Efforts are underway in the Virginia General Assembly to limit I-66 tolls. If Congress goes along with Trump’s infrastructure plan, though, motorists can expect more tolls down the road, so to speak.  

Infrastructure is supposed to be an area of bipartisan support, but as usual the devil is in the . . . politics.

President Barack Obama tried repeatedly to pass infrastructure bills, only to hit Republican roadblocks. Trump has been talking about his big infrastructure plans since the campaign.

When Hillary Clinton proposed $275 billion in federal infrastructure spending over five years, Trump saw her bid and more than doubled it.

“Her number is a fraction of what we’re talking about,” Trump said in an August 2016 interview with Fox Business. “I would say at least double her numbers, but you’re going to really need a lot more than that.”

Trump urged Congress Tuesday to work together to pass a bill for “at least $1.5 trillion” for infrastructure. Details will be released in coming weeks, but the administration is expected to propose contributing $200 billion in federal funds over 10 years and to leverage the rest from state and local governments and the private sector.

Now Democrats are balking.

“A nothing burger” is how Rep. Peter DeFazio of Oregon, top Democrat on the House Transportation and Infrastructure Committee, described Trump’s infrastructure remarks.

“President Trump cannot pretend to solve our infrastructure woes by slashing real investments to states and local governments, pushing the responsibility off federal balance sheets, cutting existing transportation programs to pay for Wall Street and foreign investors to toll our roads, and gutting bedrock environmental protections,” DeFazio said in a statement.
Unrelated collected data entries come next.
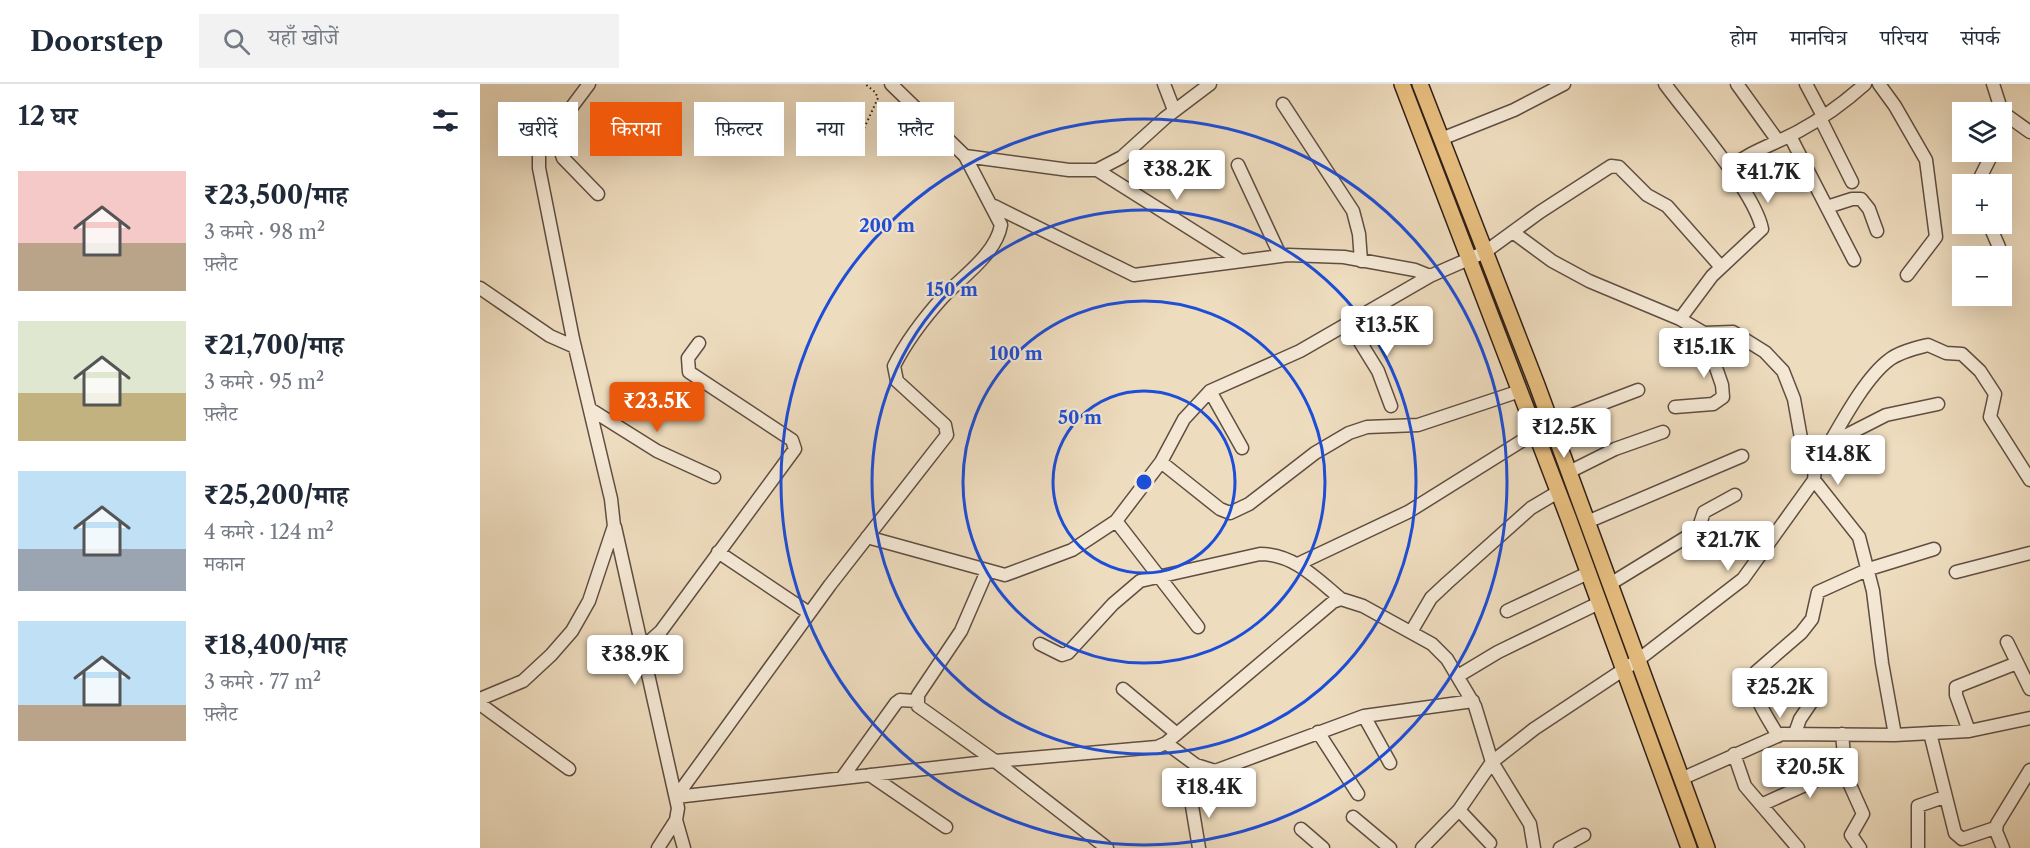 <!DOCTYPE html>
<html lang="hi">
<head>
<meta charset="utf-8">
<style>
	body { margin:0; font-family:"Libre Caslon Text","Noto Serif Devanagari",serif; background:#f2f2f3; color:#1f2937; height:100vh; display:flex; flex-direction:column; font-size:22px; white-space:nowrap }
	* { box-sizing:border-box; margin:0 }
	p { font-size:20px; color:#747a83 }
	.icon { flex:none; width:33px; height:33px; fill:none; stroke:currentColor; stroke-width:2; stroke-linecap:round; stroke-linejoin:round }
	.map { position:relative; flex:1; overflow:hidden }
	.drawer { display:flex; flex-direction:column; background:#fff; width:480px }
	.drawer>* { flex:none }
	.hud { position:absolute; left:18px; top:18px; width:570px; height:54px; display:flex; gap:12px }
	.controls { position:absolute; left:1472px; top:18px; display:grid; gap:12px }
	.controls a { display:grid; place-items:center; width:60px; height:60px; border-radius:0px; background:#fff; box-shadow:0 6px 24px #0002; font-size:30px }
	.price { position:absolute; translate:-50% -51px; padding:0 14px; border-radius:6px; background:#fff; color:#222; font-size:20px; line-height:39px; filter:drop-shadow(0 2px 3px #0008) }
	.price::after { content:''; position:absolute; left:50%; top:36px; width:18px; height:14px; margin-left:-9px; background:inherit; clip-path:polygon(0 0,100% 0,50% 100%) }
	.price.on { background:#ea580c; color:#fff }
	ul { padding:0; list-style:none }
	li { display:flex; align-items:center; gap:18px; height:150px; padding:0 18px }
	li span { display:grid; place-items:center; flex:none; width:168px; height:120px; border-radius:0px; color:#555 }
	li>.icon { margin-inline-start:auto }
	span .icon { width:72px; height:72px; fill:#fffc; stroke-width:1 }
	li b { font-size:26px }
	h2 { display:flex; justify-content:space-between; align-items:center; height:72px; padding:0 18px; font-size:26px }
	.chip { padding:0 21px; border-radius:0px; background:#fff; box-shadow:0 6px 24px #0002; font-size:21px; line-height:54px }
	.chip.on { background:#ea580c; color:#fff }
	header { display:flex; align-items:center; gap:36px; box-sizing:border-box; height:84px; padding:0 30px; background:#fff; border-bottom:2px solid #e0e1e3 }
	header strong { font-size:28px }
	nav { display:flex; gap:33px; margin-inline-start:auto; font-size:21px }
	.search { width:420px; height:54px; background:#f2f2f3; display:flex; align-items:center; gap:15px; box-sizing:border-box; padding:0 21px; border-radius:0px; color:#747a83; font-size:22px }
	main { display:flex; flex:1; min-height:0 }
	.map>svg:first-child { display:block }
</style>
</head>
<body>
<header>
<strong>Doorstep</strong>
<div class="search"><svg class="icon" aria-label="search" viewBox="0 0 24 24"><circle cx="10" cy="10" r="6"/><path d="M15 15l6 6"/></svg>यहाँ खोजें</div>
<nav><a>होम</a><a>मानचित्र</a><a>परिचय</a><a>संपर्क</a></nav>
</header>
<main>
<section class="drawer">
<h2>12 घर<svg class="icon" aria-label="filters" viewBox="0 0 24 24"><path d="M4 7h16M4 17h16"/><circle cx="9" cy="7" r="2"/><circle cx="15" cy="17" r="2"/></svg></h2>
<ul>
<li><span style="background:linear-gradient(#f6c9c9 60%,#b9a48a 0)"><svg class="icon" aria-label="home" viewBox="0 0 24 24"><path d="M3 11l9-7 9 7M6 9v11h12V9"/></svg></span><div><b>₹23,500/माह</b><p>3 कमरे · 98 m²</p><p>फ़्लैट</p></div></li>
<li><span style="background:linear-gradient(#dfe7d0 60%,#c2b280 0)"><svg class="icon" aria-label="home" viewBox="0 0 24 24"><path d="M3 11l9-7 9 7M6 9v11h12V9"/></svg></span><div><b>₹21,700/माह</b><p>3 कमरे · 95 m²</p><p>फ़्लैट</p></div></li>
<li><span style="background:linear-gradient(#bfe0f5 65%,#9aa5b1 0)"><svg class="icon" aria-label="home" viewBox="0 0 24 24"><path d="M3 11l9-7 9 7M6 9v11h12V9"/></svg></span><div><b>₹25,200/माह</b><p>4 कमरे · 124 m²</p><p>मकान</p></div></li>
<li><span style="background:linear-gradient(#bfe0f5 70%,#b9a48a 0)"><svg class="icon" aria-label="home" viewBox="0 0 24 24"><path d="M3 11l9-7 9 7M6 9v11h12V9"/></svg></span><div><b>₹18,400/माह</b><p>3 कमरे · 77 m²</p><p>फ़्लैट</p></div></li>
</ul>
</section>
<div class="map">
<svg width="1550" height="764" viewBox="0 0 1550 764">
	<rect width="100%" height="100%" fill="#eedcbe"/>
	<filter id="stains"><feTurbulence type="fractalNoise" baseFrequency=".00333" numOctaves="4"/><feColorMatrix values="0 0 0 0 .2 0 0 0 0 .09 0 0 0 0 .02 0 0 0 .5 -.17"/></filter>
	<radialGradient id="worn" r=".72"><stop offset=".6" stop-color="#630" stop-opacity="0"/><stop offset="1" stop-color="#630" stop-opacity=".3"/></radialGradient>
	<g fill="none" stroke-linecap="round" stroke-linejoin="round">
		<g stroke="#5f4e42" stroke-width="15">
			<path id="minor" d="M684,0L694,26
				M1185,0C1209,33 1275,108 1282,145L1232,192L1200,235
				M1257,0L1298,57
				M1326,0L1343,32
				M1399,0L1415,22L1446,76L1456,153L1427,191
				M1513,0L1522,28L1521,49
				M803,20L873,127L879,150L881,177
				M1522,28L1550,48
				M1340,34L1372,98
				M74,47L83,74L118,110
				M1310,52L1374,176
				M961,55L1034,26L1084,0
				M485,72L589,86H617L642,73L685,34L730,0
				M758,81L800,171
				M1249,84C1273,66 1293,61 1319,47C1343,34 1365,18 1385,0
				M617,86L760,176
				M1497,100L1513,68
				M514,122L654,191L808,171L864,173L935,186L950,192
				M1347,123L1372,115H1381L1389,125L1397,147
				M1509,140L1519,163L1521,181
				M1034,149L1072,177L1109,197L1200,235L1224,249L1253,248L1285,268L1303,287L1314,315L1324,371L1335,384L1334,396L1379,453L1393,507L1402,579L1415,651
				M0,204L70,252L95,263
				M869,240L898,287L911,322
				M730,307L762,364
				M1195,323L1233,320L1243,313L1242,301L1224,249
				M110,325L177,367L234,393
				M1071,339L1158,306
				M1353,358L1406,331L1458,320
				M681,378L740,425L750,429L769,420L835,369L869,349L887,343L938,341L1040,307
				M1335,384C1354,354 1381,297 1409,276C1419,268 1436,264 1448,261L1466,269L1482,270L1500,287L1515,310L1510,333L1550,396
				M1089,388L1135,365L1183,348
				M636,437L718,543
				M1107,438L1262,372
				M135,443L198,724L196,736L178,764
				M387,453L525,491L592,466L636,437L681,378L704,335L730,307L820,267L950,192L1005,168L1060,128L1131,82L1139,83L1167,111L1187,122L1241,183
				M238,468L329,529
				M818,480L928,428L1056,348
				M507,487L481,547L438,611V622L515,677L627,764
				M1476,488L1550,469
				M1130,500L1218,446L1224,428L1255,411
				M1027,527L1108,489
				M931,548L951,514L967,499L1051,424L1078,408
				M1527,558L1550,605
				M560,560L582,571L588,569L633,520L660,497L780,470C814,470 837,495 861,515
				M162,564L181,547L315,365L312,356L209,288L208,274L219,259
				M978,592L1018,568L1119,519
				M643,605L697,650
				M0,615L43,597L71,571L92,547L109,517L134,442L131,415L93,255L59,84V71L64,60L109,0
				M0,620L89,685
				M884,632L910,679
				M1489,647L1476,611V603L1537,579
				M838,648L878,710
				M1315,649L1320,635L1339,607
				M1450,649L1475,749L1482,755L1515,744
				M1362,650L1366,692L1383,730L1371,751L1380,764
				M1298,652C1289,635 1267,607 1276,588L1321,549L1332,535L1338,508L1389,485L1454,465
				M686,659L716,681L735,687L884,632L993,617
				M1254,670L1265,702L1318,764
				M390,691L466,743
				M362,694L416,619L420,616L436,617
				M1201,695L1302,650L1415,651L1489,647L1550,634
				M710,710L719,764
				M196,713L515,677L677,663L686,659L853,518L861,515L883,522L952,560L967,575L995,622L1012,678L1050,740L1054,764
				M196,713L350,501L467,351L465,341L417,297L414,282C426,258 445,233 463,213C482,193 516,170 521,141L485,72L411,0
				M1283,720L1365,683
				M979,726L1010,759
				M873,733L910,764
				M196,736L204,764
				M821,745L843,764
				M1438,763V722L1464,713
				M942,764L979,726L1012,678L1054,645L1158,576L1263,495L1334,396
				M1080,764L1104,751
				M1523,764L1516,747L1517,740L1550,686"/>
		</g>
		<g stroke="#2f1f18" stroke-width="18">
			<path id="major" d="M922,0L1088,433L1209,764
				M940,0L1057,301L1227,764"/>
		</g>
		<path stroke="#2f1f18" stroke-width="2" stroke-dasharray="1.5 3" stroke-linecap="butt" d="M381,66V51L398,14L395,8L385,0"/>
		<use href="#minor" stroke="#f4e8d5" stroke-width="12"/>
		<use href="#major" stroke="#e7be7f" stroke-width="15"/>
	</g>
	<g fill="none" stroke="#1d4ed8" stroke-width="3">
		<circle cx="664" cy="398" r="91"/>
		<circle cx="664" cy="398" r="181"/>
		<circle cx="664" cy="398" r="272"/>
		<circle cx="664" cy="398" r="363"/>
	</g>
	<circle cx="664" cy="398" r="9" fill="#1d4ed8" stroke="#f4e8d5" stroke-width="3"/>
	<g font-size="18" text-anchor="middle" font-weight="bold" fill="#1d4ed8" stroke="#f4e8d5" stroke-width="4.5" stroke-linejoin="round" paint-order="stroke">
		<text x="407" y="148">200 m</text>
		<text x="472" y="212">150 m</text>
		<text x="536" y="276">100 m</text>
		<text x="600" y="340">50 m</text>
	</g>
	<rect width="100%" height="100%" filter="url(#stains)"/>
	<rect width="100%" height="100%" fill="url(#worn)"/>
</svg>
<div class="controls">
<a><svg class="icon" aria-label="layers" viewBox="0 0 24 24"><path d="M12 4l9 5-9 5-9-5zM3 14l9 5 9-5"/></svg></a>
<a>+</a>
<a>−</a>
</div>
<b class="price" style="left:697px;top:117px">₹38.2K</b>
<b class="price" style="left:1288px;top:120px">₹41.7K</b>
<b class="price" style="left:907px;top:273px">₹13.5K</b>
<b class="price" style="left:1224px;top:295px">₹15.1K</b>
<b class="price on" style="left:177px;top:349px">₹23.5K</b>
<b class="price" style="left:1084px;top:375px">₹12.5K</b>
<b class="price" style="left:1358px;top:402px">₹14.8K</b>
<b class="price" style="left:1248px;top:488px">₹21.7K</b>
<b class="price" style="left:155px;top:602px">₹38.9K</b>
<b class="price" style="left:1300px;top:635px">₹25.2K</b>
<b class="price" style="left:1330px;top:715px">₹20.5K</b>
<b class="price" style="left:729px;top:735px">₹18.4K</b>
<div class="hud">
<a class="chip">खरीदें</a>
<a class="chip on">किराया</a>
<a class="chip">फ़िल्टर</a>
<a class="chip">नया</a>
<a class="chip">फ़्लैट</a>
</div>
</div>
</main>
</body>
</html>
A leaked memo of principles for the administration’s infrastructure bill, obtained by The Hill newspaper, contends states should be given the “flexibility” to collect tolls and use the revenue to invest in infrastructure projects. States were banned from tolling on interstates in 1956, with some exceptions for states already collecting tolls on some highways.

But the trucking industry and other transportation groups object to higher tolls. The memo didn’t mention raising the gas tax, which has not increased since 1993.

“If Trump relies on the private sector and forcing states and localities to come up with their own funding, Trump’s infrastructure plan could result in a patchwork of tolls that span coast to coast,” said Stephanie Kane, spokesperson for the Alliance for Toll-Free Interstates, in a statement.

Everybody likes the idea of gleaming new roads and safer bridges, and nobody enjoys paying tolls. Don’t spend your tax cut just yet. You may need it.